ZIMBABWE

Vice-chancellors, lecturers receive vaccines
Zimbabwe has started vaccinating vice-chancellors, university lecturers and staff against COVID-19 after placing them second on a priority list that has health workers at the top.On 7 April, Professor Mqhele Dlodlo, the vice-chancellor, and the staff of the National University of Science and Technology were among the first academics to be vaccinated against COVID-19 when a team of health workers went to the campus located in the country’s second-largest city of Bulawayo.
The lecturers are being vaccinated together with school teachers, and the government says that students will be next in line.
With a population of about 15 million people, the country is targeting the vaccination of 60% of the population to reach herd immunity.
Late last month, the country accelerated the vaccination programme after receiving 1.2 million vaccine doses from China.
China also donated a further 400,000 doses of the Sinopharm vaccine and India gave 35,000 doses of Covaxin. This means the country has taken delivery of a total of 1,635 million doses in vaccines.
Emmerson Mnangagwa, the president of Zimbabwe, recently announced that other vaccines, from Russia, India and the United Kingdom, were also on their way.
Voluntary and free vaccinations
In an interview with University World News, the National COVID-19 taskforce chief coordinator, Dr Agnes Mahomva, said the country was targeting the vaccination of all lecturers, but the programme was voluntary and free.

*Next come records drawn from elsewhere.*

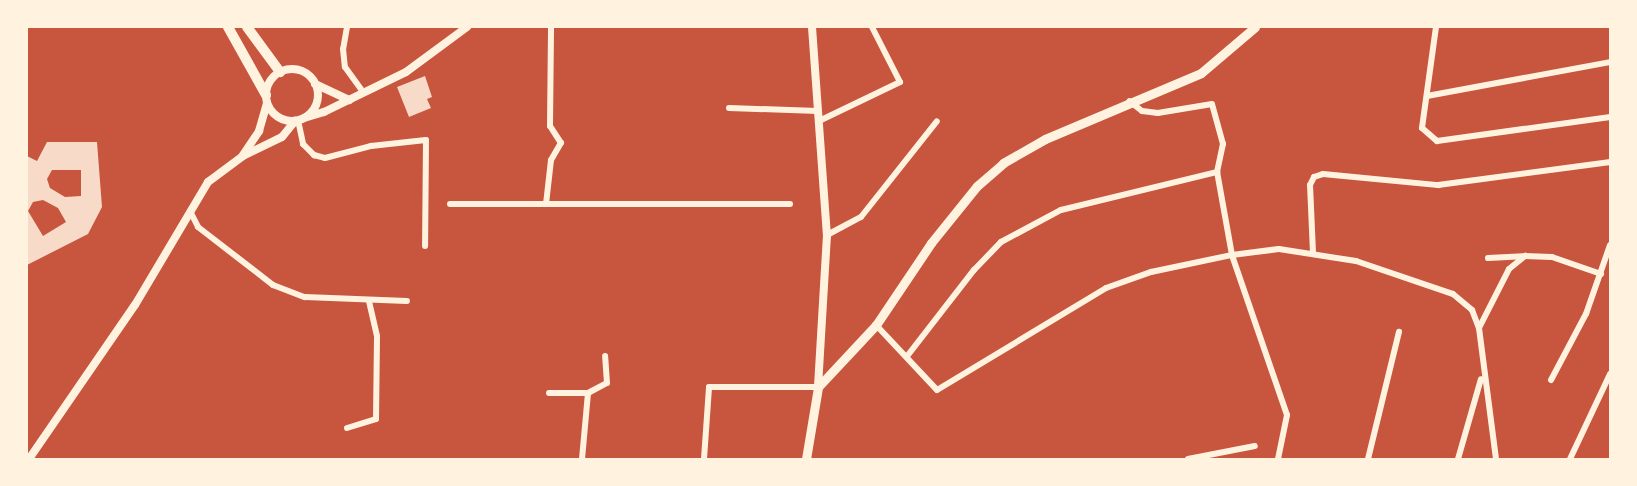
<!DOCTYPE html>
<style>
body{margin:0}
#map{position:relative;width:1637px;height:486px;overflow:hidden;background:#c8553d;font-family:"PT Sans Narrow",sans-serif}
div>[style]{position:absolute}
.building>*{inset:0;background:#f7dbc8}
.minor>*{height:6px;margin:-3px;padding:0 3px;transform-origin:3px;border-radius:3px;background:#fff3e0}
.tertiary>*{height:8px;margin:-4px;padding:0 4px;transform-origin:4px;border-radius:4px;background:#fff3e0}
.secondary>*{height:8px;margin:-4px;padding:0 4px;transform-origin:4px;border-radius:4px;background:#fff3e0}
.secondary>.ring{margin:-4px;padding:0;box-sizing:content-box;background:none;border:8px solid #fff3e0;border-radius:50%}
.primary>*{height:9px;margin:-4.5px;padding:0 4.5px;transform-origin:4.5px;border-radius:4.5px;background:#fff3e0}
.trunk>*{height:10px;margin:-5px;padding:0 5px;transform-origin:5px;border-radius:5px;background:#fff3e0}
span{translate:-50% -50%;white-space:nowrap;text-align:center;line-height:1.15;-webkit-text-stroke:6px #fff3e0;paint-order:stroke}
.frame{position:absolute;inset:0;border:28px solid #fff3e0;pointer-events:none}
</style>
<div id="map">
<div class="building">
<div style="clip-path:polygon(425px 76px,432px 97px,427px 99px,431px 108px,409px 117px,397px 87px)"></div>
<div style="clip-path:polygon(evenodd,47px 142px,97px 142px,102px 207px,88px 234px,27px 265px,27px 156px,37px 161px,47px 142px,52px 170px,81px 170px,81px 196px,65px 197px,50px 188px,47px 179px,52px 170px,47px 142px,43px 200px,58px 208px,66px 222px,43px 236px,28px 211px,33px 202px,43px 200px)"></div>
</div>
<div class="minor">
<div style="left:347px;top:27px;width:22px;rotate:100deg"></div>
<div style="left:343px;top:49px;width:18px;rotate:84deg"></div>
<div style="left:345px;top:67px;width:32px;rotate:54deg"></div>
<div style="left:1436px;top:27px;width:102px;rotate:97.9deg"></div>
<div style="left:1422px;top:128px;width:20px;rotate:41deg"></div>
<div style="left:1437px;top:141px;width:175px;rotate:-7.9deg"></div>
<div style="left:1427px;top:96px;width:186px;rotate:-10.5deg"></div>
<div style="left:729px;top:108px;width:89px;rotate:1.9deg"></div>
<div style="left:298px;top:120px;width:25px;rotate:78deg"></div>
<div style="left:303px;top:144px;width:16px;rotate:45deg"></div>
<div style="left:314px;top:155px;width:11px;rotate:15deg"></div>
<div style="left:325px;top:158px;width:48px;rotate:-14.6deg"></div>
<div style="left:371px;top:146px;width:55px;rotate:-6.2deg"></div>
<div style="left:426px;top:140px;width:106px;rotate:90.5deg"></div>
<div style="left:819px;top:121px;width:90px;rotate:-25.7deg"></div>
<div style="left:900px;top:82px;width:62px;rotate:-117deg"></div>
<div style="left:450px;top:204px;width:340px"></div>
<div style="left:546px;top:204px;width:44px;rotate:-83.5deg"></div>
<div style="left:551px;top:160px;width:20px;rotate:-60deg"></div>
<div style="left:561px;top:143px;width:20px;rotate:-123deg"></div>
<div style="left:550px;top:126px;width:99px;rotate:-89.4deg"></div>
<div style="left:190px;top:211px;width:18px;rotate:63deg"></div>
<div style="left:198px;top:227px;width:95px;rotate:37.7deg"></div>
<div style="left:273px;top:285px;width:34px;rotate:21deg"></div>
<div style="left:305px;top:297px;width:102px;rotate:2.2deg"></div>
<div style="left:827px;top:235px;width:38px;rotate:-28deg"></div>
<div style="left:861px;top:217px;width:122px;rotate:-51.6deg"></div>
<div style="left:1313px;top:253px;width:68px;rotate:-92.5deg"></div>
<div style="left:1310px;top:185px;width:9px;rotate:-63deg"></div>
<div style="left:1314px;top:177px;width:9px;rotate:-18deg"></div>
<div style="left:1323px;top:174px;width:116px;rotate:5.5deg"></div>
<div style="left:1438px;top:185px;width:174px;rotate:-7.6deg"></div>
<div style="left:1488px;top:258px;width:35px;rotate:-3deg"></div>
<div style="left:876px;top:325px;width:89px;rotate:46.8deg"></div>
<div style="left:937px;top:390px;width:197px;rotate:-31.1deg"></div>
<div style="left:1106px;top:288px;width:48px;rotate:-19.6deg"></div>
<div style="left:1151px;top:272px;width:83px;rotate:-11.9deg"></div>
<div style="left:1232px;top:255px;width:84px;rotate:-100.2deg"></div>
<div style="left:1217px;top:172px;width:29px;rotate:-78deg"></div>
<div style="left:1223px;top:144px;width:41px;rotate:-105.4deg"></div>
<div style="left:1212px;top:104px;width:55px;rotate:170.5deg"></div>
<div style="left:1158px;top:113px;width:16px;rotate:-173deg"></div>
<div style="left:1142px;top:111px;width:16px;rotate:-142deg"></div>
<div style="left:1479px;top:328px;width:66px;rotate:-63deg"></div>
<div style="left:1509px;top:269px;width:21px;rotate:-39deg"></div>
<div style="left:1525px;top:256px;width:27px;rotate:2deg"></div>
<div style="left:1552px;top:257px;width:52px;rotate:19.1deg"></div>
<div style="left:908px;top:355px;width:108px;rotate:-52.2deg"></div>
<div style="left:974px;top:270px;width:39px;rotate:-46deg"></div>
<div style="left:1001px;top:242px;width:68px;rotate:-28.1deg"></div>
<div style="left:1061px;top:210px;width:161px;rotate:-13.7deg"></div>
<div style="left:1551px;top:380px;width:75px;rotate:-62.1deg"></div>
<div style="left:1586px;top:314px;width:73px;rotate:-70.8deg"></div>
<div style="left:549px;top:393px;width:39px"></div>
<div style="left:588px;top:393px;width:21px;rotate:-28deg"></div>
<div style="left:607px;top:383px;width:27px;rotate:-94deg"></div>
<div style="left:347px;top:428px;width:30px;rotate:-17deg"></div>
<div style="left:376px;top:419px;width:83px;rotate:-89.3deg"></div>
<div style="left:377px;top:336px;width:37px;rotate:-103deg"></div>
<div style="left:582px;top:459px;width:66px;rotate:-84.8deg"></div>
<div style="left:704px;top:459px;width:72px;rotate:-86deg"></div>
<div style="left:709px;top:387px;width:109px"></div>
<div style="left:1188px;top:459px;width:68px;rotate:-11deg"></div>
<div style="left:1278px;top:459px;width:45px;rotate:-78.4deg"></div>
<div style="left:1287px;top:415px;width:169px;rotate:-109deg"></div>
<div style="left:1232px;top:255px;width:47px;rotate:-7.3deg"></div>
<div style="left:1279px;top:249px;width:78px;rotate:8.9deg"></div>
<div style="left:1356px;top:261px;width:102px;rotate:18.8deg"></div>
<div style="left:1453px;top:294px;width:25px;rotate:40deg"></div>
<div style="left:1472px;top:310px;width:19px;rotate:69deg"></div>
<div style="left:1479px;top:328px;width:132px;rotate:82.6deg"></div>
<div style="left:1368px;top:459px;width:131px;rotate:-76.3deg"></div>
<div style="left:1458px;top:459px;width:83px;rotate:-74deg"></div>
<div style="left:1570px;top:459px;width:94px;rotate:-64.8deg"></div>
</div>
<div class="tertiary">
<div style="left:812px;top:27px;width:209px;rotate:85.9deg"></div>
<div style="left:827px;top:235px;width:152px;rotate:93.4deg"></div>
</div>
<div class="secondary">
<div class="ring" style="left:266px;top:69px;width:44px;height:44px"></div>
<div style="left:315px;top:84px;width:38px;rotate:25deg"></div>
<div style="left:304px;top:118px;width:21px;rotate:-17deg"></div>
<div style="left:324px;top:112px;width:91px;rotate:-26deg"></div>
<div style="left:406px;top:72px;width:76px;rotate:-36.4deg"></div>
<div style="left:243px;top:155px;width:29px;rotate:-56deg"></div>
<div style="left:259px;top:131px;width:29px;rotate:-74deg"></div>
<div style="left:29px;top:459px;width:187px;rotate:-55.5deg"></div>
<div style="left:135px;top:305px;width:143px;rotate:-59.3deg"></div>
<div style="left:208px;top:182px;width:44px;rotate:-36.6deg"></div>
<div style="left:243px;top:156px;width:43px;rotate:-26deg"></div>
<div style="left:282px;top:137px;width:21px;rotate:-51deg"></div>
</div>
<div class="primary">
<div style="left:806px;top:459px;width:73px;rotate:-80.5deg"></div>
<div style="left:818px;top:387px;width:85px;rotate:-46.9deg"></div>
<div style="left:876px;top:325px;width:99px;rotate:-56.1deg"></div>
<div style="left:931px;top:243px;width:73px;rotate:-51.1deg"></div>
<div style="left:977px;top:186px;width:35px;rotate:-41deg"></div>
<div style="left:1003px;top:163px;width:48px;rotate:-29.7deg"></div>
<div style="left:1045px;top:139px;width:169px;rotate:-22.9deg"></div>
<div style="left:1201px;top:73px;width:71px;rotate:-40.4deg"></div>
</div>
<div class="trunk">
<div style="left:228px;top:27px;width:78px;rotate:60.8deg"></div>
<div style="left:247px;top:27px;width:56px;rotate:53.7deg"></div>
</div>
<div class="frame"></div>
</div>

“We have started the programme and the target is all lecturers must be vaccinated. Learners and students are not affected the most, hence the prioritisation of lecturers, then we go to students,” she said.
“Everybody who is above 18 will [eventually] be vaccinated. There are some who have already been vaccinated based on their comorbidities; we talk of the disabled, and so on.
“The prioritisation is purely to make sure that we get those at the highest risk first. But the vaccination programme is going to vaccinate everybody. Voluntary, free of charge, of course, until we reach herd immunity,” Mahomva said.
Zimbabwe State Universities Union of Academics’ Givewell Munyaradzi said the issue of being vaccinated or not against COVID-19 boiled down to an individual’s decision and the union was not forcing members.
“We are saying those who want can go if they want; we don’t force [anyone]. They must volunteer. As a leadership, we have not taken a position,” he said.
According to Zimbabwe’s Ministry of Health and Child Care, as of 6 April, 139,133 people had been vaccinated.
The country has recorded 36,966 confirmed cases and 1,531 COVID-19-related deaths.